In fact according to his research, 5-10% out-of-stock is typical at the retail level, depending on the category. The problem isn't too much labor, it's too much inventory in the wrong places throughout the extended supply chain—and a poor handle on what consumers want. But supply chain management and logistics weren't mentioned in the WSJ report. Neither was the effort by many retailers to get their suppliers' help ensuring their shelves are full of the right products. That's not easy. Understanding and forecasting consumer demand is still very challenging for many CPG companies.
The ones that do the best job manage multiple supply streams for their customers, depending on each customer's cost sensitivity. A low-cost scenario could mean the retailer orders full pallet loads and full truckloads direct from the manufacturer, and allows adequate lead time, with no order changes. At the other end of the spectrum are the more agile and flexible supply chains where a manufacturer could provide a mixed truckload, even some mixed store ready pallets shipped from a forward DC, under a short lead time (24-48 hours). Of course that comes at a premium price.
“Retailers are asking for that flexibility,” Miskewicz says. “But the retailers also need to figure a way to better tap into the consumer and understand their needs and preferences and have that drive their assortment planning.”

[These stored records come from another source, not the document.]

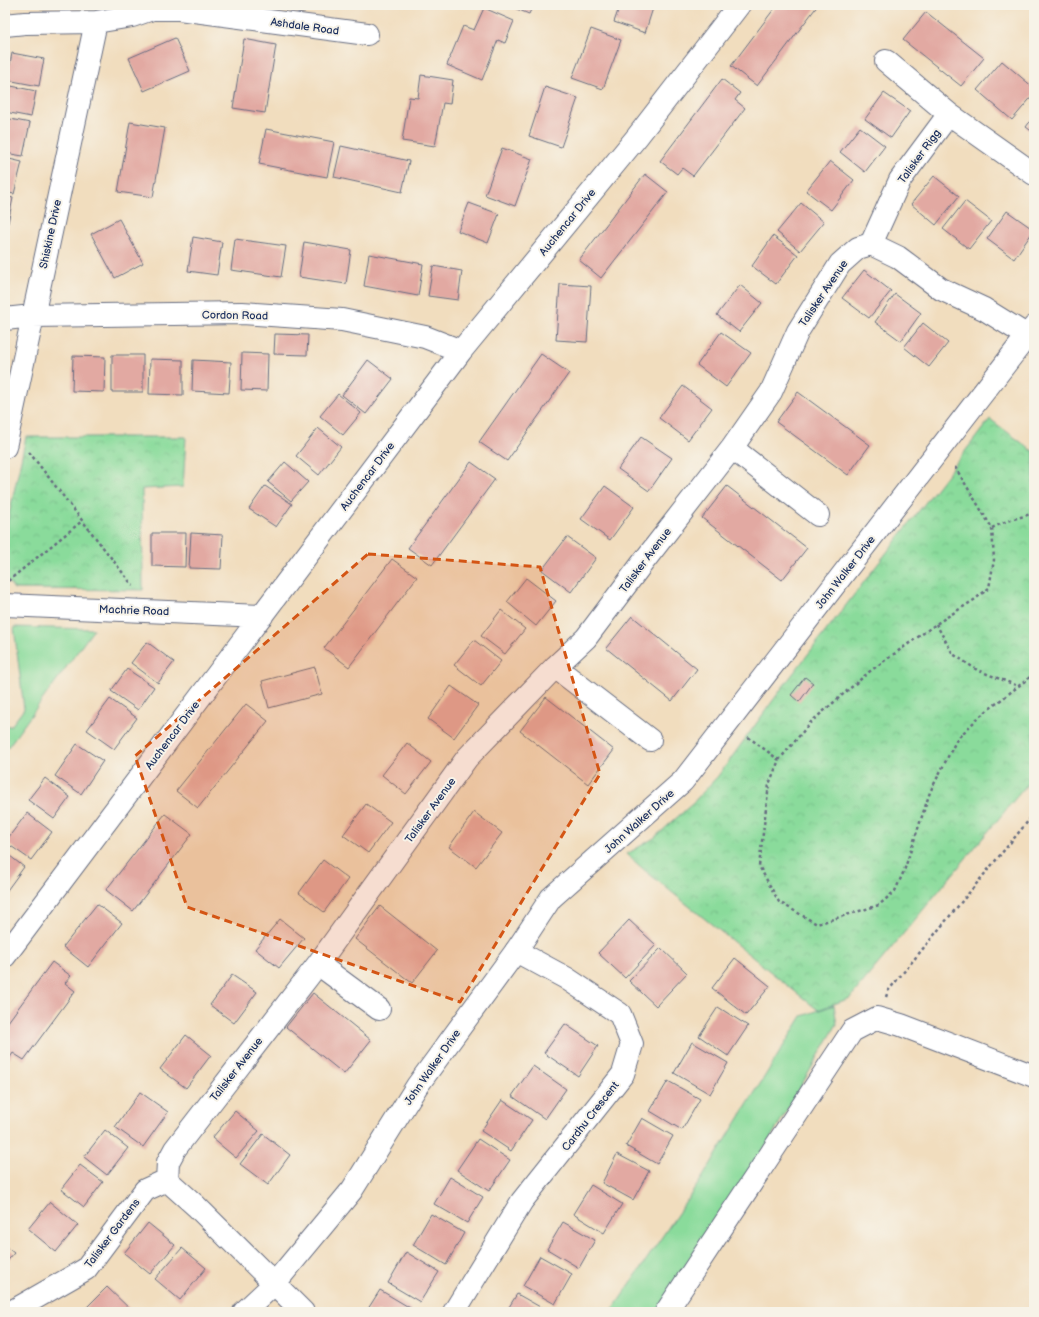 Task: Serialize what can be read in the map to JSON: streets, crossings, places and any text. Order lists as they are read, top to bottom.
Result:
{
  "streets": {
    "street": [
      "Ashdale Road",
      "Talisker Rigg",
      "Auchencar Drive",
      "Shiskine Drive",
      "Talisker Avenue",
      "Cordon Road",
      "John Walker Drive",
      "Machrie Road",
      "Cardhu Crescent",
      "Talisker Gardens"
    ]
  },
  "crossings": [
    ["Ashdale Road", "Shiskine Drive"],
    ["Talisker Rigg", "Talisker Avenue"],
    ["Auchencar Drive", "Cordon Road"],
    ["Auchencar Drive", "Machrie Road"],
    ["Shiskine Drive", "Cordon Road"],
    ["Talisker Avenue", "Talisker Gardens"],
    ["John Walker Drive", "Cardhu Crescent"]
  ]
}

Many CPG manufacturers with well tuned supply chains are integrating their supply chains with those of their retailer customers, collecting demand signals from the retail level and even feeding that information to their own suppliers to make them more efficient as well. That's the new competitive advantage in light of the challenges at the retail level. That, in turn, will drive the development of flexible manufacturing processes, allowing CPG companies to quickly adapt and produce new product.
So rather than asking what's wrong with supermarkets, the focus should be on what's right with their supply chains and with the CPG manufacturers gearing up to get them back on the right track.